VIEW: The March US banking ‘scare’ may seem to be mostly behind us. But many of the macro consequences remain, and history reminds these can be big and global. The $17.3 trillion of US commercial bank deposits, equal to 65%/GDP, continues to slowly fall. This predated the failure of SVB and is driven by the Fed’s 5% policy rate. Depositors are naturally moving to higher yield money market funds, which are at a record $5.2 trillion. Tighter liquidity  is slowing loan growth, doing Fed’s work for it. IMF forecasts show this could cut 0.4% from US and Euro GDP growth. It also presses banks to raise deposit rates, eating into their profit margins. See @BigBanks.

OUTFLOWS: The immediate systemic threat to US banks has been staunched by stepped up Fed liquidity support and targeted full deposit guarantees. Deposit outflows have slowed and emergency Fed lending needs eased. But the steady, though manageable, deposit outflows and switch to higher yielding money market funds pre-dated the SVB failure and is continuing (see chart). This will 1) pressure bank profitability as deposit rates are raised, 2) slow bank lending as liquidity tightens, and 3) be exacerbated by the natural step up in bank regulatory scrutiny.
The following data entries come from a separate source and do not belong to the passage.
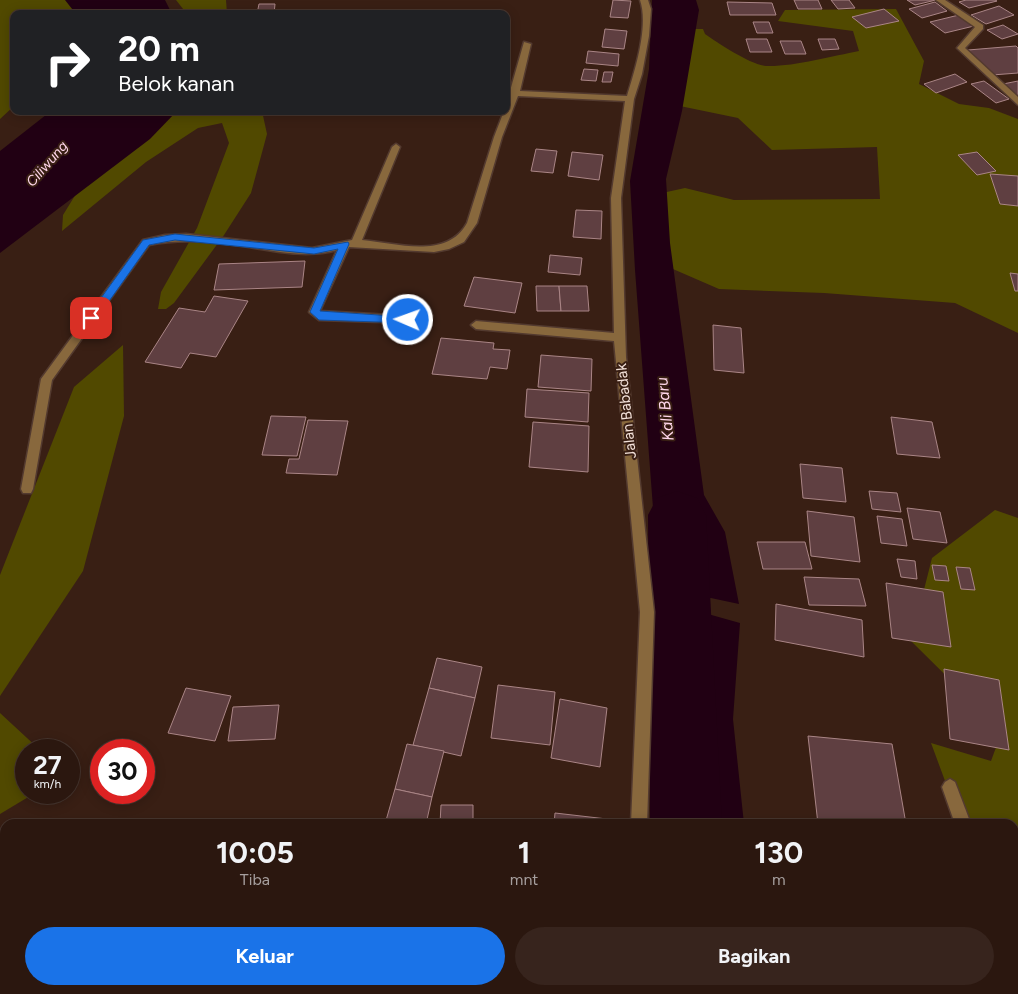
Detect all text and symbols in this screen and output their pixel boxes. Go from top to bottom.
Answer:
text: 20 m [118,28,200,70]
icon: right [35,30,100,95]
text: Belok kanan [118,70,235,97]
water label: Ciliwung [23,138,71,190]
position arrow [381,293,433,345]
pin [70,297,112,339]
icon: arrive [77,304,105,332]
street label: Jalan Babadak [612,362,640,459]
water label: Kali Baru [652,376,678,442]
speed limit sign: 30 [90,739,155,804]
text: 27 [33,750,62,780]
text: km/h [34,777,61,791]
text: 10:05 [216,834,294,871]
text: 1 [518,834,530,871]
text: 130 [754,834,803,871]
text: Tiba [240,870,270,889]
text: mnt [510,870,538,889]
text: m [772,870,786,889]
button: Keluar [25,927,505,985]
button: Bagikan [515,927,994,985]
HISTORY: The history of banking crises is sobering. There have been 151 systemic bank crises around the world from 1970-2017. Some have seen many, like Argentina, Congo, Ukraine. They last longer and are more costly in richer countries, with high bank penetration and debt levels. They are rarely single-country events and often come in waves. The policy response typically starts with liquidity support and bank guarantees, to buy time. This often leads to administrative measures, like worst case ‘deposit freezes’. Followed by costly recapitalization and resolution efforts. Monetary and fiscal policy is quickly loosened to cushion the high macro consequences.